OVER THE WEEK of Agora Days this year, a group of 17 Uni students (12 seniors, five juniors) kept up the school's spirit and tradition of volunteerism and headed down to Clarksdale in the Mississippi Delta to work with Habitat for Humanity.
History teacher Bill Sutton and physical education teacher Doug Mynatt drove the group down in turtle vans on Saturday, Feb. 16, and Sunday, Feb. 17. The students settled into the Habitat dorm and geared up for a week of work in one of America's most impoverished areas.
The students got up bright and early every morning to help cook breakfast and to listen to devotion, a reflective and inspirational talk led by a different person each morning. With full stomachs, the students piled into the turtle vans and headed to the work site.
The group, led by Sutton and Mynatt, and directed by local Habitat coordinator Colin McAuliffe, spent the week mudding (filling in the spaces between sheets of drywall), sanding the layers of mud, and priming and painting the walls of the house.
The students returned to the Habitat dorm for their meals every afternoon and evening. The group members spent their free time talking, listening to music, playing cards, and spending time in the yard with the neighborhood children.

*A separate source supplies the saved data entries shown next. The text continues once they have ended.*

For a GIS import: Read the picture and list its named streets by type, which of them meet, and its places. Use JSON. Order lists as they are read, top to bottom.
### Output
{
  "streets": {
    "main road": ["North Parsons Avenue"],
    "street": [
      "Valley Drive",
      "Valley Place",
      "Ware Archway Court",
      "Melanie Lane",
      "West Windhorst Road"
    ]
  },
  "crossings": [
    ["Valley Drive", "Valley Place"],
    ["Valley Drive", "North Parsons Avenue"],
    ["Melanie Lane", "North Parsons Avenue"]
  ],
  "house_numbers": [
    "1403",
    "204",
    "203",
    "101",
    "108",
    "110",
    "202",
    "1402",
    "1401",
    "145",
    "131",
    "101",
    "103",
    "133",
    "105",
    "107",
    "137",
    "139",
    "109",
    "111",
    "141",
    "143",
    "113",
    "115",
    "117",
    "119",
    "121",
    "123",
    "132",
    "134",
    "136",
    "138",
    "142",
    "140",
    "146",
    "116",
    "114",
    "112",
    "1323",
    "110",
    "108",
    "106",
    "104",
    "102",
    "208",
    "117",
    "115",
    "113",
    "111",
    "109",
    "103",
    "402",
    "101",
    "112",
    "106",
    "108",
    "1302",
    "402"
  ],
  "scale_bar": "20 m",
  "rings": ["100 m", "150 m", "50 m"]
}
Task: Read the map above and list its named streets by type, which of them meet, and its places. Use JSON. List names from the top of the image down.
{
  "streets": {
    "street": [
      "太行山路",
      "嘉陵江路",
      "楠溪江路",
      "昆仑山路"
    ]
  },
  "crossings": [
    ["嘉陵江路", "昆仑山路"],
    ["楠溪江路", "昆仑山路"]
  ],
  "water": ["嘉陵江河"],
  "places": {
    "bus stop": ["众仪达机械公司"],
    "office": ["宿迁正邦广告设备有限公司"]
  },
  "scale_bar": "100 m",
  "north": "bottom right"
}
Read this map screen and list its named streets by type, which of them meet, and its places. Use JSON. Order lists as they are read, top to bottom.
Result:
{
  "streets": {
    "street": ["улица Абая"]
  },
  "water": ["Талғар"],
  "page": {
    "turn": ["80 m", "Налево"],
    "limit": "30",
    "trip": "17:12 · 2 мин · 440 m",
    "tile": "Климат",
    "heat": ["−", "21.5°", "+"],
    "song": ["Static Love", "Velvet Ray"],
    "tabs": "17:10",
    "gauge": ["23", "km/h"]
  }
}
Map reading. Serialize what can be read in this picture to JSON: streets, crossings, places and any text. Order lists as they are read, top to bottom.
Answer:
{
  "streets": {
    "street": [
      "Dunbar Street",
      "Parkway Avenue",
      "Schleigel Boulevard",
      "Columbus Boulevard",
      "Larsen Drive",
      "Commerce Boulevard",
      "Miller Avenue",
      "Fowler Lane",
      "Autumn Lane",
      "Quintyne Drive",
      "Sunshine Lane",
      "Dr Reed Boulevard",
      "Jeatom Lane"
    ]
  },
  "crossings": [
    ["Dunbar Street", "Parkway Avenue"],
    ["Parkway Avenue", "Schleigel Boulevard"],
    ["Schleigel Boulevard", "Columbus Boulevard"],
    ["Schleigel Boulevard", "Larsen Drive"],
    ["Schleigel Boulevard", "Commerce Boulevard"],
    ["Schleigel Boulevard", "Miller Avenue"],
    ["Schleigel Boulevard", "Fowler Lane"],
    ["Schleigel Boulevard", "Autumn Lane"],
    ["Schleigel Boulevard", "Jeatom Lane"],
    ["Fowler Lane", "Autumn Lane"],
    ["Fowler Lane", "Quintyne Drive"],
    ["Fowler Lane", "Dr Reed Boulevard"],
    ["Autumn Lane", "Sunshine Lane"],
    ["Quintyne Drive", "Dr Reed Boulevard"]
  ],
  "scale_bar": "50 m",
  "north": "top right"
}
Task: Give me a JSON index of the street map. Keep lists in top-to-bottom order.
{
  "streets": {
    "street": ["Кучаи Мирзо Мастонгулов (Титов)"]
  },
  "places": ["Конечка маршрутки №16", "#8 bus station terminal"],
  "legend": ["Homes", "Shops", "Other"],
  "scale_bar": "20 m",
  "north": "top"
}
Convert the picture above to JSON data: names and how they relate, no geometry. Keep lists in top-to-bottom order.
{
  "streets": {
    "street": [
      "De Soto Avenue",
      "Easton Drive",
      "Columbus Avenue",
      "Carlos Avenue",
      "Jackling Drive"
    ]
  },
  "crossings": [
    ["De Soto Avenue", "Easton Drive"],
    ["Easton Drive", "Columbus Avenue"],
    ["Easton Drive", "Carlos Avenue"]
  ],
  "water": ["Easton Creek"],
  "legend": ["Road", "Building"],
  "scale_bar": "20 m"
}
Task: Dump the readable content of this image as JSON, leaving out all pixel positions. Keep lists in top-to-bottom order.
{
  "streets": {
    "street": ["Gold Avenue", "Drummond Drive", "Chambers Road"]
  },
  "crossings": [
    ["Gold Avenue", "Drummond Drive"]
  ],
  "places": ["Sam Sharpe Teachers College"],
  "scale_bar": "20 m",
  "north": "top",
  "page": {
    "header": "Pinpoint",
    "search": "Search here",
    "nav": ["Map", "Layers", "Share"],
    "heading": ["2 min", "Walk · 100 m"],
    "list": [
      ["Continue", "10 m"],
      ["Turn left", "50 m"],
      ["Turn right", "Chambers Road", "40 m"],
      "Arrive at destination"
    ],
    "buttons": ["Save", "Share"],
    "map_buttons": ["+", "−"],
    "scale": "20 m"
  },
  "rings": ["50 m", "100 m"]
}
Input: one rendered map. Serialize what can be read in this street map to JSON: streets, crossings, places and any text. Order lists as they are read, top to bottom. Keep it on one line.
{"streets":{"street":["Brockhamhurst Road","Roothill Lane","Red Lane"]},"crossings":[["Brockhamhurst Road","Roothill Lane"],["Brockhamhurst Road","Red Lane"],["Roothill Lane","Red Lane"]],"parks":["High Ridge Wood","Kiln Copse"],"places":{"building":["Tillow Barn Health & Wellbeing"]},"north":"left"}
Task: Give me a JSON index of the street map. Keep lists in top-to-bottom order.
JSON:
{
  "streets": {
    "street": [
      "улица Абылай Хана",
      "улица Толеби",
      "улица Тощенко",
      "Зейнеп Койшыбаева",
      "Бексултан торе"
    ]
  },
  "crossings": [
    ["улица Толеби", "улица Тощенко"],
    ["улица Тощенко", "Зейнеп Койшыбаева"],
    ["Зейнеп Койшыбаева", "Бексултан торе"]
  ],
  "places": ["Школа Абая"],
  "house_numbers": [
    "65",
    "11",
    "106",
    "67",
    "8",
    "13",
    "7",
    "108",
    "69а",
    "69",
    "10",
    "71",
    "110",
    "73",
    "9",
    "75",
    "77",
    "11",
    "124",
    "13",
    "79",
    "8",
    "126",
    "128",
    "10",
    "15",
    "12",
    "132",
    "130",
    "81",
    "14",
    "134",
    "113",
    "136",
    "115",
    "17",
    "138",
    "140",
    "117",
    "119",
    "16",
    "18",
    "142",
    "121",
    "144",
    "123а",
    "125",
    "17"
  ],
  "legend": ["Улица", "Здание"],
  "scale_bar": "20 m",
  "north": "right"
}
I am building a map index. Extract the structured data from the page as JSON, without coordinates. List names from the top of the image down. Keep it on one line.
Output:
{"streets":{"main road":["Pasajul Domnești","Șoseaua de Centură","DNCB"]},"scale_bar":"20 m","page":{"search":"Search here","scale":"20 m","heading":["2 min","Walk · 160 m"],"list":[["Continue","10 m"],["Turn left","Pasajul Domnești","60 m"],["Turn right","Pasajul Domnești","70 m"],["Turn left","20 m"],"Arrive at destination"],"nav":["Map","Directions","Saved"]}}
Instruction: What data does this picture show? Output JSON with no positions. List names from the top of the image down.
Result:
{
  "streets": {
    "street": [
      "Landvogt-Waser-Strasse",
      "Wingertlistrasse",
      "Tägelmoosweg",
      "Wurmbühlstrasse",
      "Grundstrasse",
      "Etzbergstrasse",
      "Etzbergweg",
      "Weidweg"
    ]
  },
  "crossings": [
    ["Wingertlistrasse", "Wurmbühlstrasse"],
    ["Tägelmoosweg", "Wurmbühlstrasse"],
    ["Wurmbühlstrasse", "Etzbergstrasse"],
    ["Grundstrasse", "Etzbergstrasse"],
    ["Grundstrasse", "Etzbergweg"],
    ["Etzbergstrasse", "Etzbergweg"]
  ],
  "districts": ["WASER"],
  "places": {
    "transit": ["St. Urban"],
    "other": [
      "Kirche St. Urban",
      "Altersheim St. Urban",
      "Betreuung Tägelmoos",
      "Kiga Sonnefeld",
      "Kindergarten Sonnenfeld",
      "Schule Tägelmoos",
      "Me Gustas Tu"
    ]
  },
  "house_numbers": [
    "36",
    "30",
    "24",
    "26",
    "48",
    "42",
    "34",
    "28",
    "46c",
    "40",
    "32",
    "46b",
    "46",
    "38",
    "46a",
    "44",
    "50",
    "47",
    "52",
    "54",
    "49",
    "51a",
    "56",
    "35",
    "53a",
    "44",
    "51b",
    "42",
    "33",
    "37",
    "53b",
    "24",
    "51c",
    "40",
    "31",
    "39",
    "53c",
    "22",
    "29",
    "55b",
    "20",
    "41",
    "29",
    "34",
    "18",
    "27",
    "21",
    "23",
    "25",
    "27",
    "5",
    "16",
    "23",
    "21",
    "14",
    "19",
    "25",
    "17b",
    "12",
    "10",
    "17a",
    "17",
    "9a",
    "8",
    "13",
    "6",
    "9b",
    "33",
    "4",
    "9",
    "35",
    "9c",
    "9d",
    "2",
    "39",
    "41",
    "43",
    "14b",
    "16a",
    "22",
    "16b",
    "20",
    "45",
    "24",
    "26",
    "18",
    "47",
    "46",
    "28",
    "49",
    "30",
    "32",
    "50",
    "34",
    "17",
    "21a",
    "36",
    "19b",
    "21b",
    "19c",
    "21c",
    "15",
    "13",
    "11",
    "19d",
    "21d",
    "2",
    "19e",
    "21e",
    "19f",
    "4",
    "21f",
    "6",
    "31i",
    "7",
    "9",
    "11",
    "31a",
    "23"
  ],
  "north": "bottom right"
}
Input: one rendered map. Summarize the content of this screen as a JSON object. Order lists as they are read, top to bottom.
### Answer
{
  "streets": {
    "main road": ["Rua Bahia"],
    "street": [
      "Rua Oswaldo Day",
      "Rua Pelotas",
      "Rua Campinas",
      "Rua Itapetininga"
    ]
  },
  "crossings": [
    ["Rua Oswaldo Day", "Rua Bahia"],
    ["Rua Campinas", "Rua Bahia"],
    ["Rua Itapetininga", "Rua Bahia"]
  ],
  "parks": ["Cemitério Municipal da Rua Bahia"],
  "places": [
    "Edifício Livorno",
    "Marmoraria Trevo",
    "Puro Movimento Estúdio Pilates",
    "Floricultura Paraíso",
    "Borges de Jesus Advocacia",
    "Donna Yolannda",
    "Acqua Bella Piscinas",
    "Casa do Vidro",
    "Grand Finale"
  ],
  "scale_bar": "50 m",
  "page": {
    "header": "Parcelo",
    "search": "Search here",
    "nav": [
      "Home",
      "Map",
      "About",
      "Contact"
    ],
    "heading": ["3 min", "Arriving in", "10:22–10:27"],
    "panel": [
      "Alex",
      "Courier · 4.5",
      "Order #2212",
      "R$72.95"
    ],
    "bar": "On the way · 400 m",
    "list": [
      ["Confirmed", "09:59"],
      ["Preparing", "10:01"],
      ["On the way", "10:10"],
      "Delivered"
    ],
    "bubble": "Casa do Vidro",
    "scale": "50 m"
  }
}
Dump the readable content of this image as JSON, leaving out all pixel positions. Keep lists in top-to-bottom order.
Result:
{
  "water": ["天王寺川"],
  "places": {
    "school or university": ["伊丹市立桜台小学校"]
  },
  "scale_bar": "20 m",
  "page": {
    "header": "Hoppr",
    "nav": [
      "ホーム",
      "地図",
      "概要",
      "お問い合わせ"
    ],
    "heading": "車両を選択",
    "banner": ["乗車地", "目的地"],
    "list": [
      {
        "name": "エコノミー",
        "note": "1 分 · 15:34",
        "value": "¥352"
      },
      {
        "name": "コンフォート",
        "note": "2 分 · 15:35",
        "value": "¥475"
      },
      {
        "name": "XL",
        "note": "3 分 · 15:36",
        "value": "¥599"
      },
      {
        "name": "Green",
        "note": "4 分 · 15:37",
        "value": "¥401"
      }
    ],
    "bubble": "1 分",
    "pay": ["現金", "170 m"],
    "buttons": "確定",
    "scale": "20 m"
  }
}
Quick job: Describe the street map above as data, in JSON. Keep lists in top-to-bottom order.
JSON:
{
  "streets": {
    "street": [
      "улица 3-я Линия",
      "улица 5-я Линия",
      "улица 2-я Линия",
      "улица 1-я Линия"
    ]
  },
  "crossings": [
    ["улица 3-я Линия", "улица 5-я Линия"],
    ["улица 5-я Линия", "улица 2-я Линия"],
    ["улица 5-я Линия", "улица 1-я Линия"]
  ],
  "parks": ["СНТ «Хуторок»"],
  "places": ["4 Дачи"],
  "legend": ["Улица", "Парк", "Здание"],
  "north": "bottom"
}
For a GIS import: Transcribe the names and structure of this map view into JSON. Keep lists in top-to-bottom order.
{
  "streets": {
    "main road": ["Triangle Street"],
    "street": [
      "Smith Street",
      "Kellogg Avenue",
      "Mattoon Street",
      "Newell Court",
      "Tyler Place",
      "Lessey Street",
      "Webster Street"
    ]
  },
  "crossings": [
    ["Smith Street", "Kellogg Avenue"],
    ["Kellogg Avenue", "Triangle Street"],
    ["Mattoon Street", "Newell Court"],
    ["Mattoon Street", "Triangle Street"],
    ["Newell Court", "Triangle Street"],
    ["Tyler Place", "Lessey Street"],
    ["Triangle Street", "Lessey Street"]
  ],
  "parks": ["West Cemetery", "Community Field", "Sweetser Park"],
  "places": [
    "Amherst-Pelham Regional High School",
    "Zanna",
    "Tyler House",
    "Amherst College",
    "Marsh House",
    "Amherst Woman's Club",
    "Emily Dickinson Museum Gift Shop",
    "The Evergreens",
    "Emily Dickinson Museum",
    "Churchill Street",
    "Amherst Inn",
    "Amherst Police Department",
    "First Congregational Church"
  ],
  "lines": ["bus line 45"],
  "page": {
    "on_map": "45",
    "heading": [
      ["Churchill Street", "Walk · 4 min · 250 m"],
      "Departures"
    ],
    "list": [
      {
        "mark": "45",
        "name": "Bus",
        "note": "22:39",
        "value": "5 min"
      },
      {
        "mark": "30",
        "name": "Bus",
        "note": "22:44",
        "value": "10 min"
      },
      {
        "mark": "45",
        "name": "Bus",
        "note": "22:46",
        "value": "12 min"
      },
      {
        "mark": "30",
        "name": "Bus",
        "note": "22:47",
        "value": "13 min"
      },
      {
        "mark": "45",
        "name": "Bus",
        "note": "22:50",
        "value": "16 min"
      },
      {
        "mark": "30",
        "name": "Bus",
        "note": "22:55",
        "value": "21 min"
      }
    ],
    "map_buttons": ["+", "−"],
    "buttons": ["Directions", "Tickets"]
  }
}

At the end of the week, the students returned to C-U inspired by the work they had done and the people they had met. The Habitat trip was a successful, thoroughly enjoyable, and eye-opening experience.
Comments
Great slide show!
Congratulations on other successful trip to Clarksdale! I very much enjoyed the audio slide show. I hope to get another Uni alumni group back to Farrell-Sherard soon, perhaps even this summer.
Blessings to you all!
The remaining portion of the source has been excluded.